Charlotte Mew, British, 1869 - 1928 |
The poem like the poet, Mew, is beautiful (okay, maybe not physically, but give her a break, she was a great poet who killed herself by drinking Lysol) and sad. It stands out for me of course because of "the spider's lace" and the "whizzle and race of the dry, dead leaves."
But mostly for its subject, old taciturn Dave, so obscure, an object of some scorn perhaps, who here is allowed to have been talented in his work and especially to have loved, even if the thing he loved, nature, Arracrombe Wood, wasn't inclined, or able, to love him back exactly. Maybe that was the point.
Arracombe Wood
Some said, because he wud'n spaik
Any words to women but Yes and No,
Nor put out his hand for Parson to shake
He mun be bird-witted. But I do go
By the lie of the barley that he did sow,
And I wish no better thing than to hold a rake
Like Dave, in his time, or to see him mow.

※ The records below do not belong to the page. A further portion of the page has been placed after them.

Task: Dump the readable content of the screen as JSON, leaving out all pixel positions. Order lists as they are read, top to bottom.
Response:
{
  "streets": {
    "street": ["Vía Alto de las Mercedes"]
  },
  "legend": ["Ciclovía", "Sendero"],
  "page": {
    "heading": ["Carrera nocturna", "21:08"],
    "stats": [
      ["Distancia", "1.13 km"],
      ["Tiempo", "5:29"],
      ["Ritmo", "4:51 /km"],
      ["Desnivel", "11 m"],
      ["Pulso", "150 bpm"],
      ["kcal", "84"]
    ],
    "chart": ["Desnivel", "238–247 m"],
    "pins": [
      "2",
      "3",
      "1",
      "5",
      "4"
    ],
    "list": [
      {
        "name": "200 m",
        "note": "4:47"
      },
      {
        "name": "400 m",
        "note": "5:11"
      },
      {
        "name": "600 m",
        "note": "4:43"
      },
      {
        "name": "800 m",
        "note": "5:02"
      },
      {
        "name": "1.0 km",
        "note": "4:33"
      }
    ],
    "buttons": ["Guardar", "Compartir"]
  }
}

Put up in a churchyard a month ago,
'A bitter old soul,' they said. but it wadn't so.
His heart were in Arracombe Wood where he'd used to go
To sit and talk wi' his shadder till sun went low,
Though what it was all about us'll never know.
And there baint no mem'ry in the place
Of th' old man's footmark, nor his face;
Arracombe Wood do think more of a crow --
'Will be violets there in the Spring: in Summer time the spider's lace;
And come the Fall, the whizzle and race
Of the dry, dead leaves when the wind gies chase;
And on the Eve of Christmas, fallin' snow.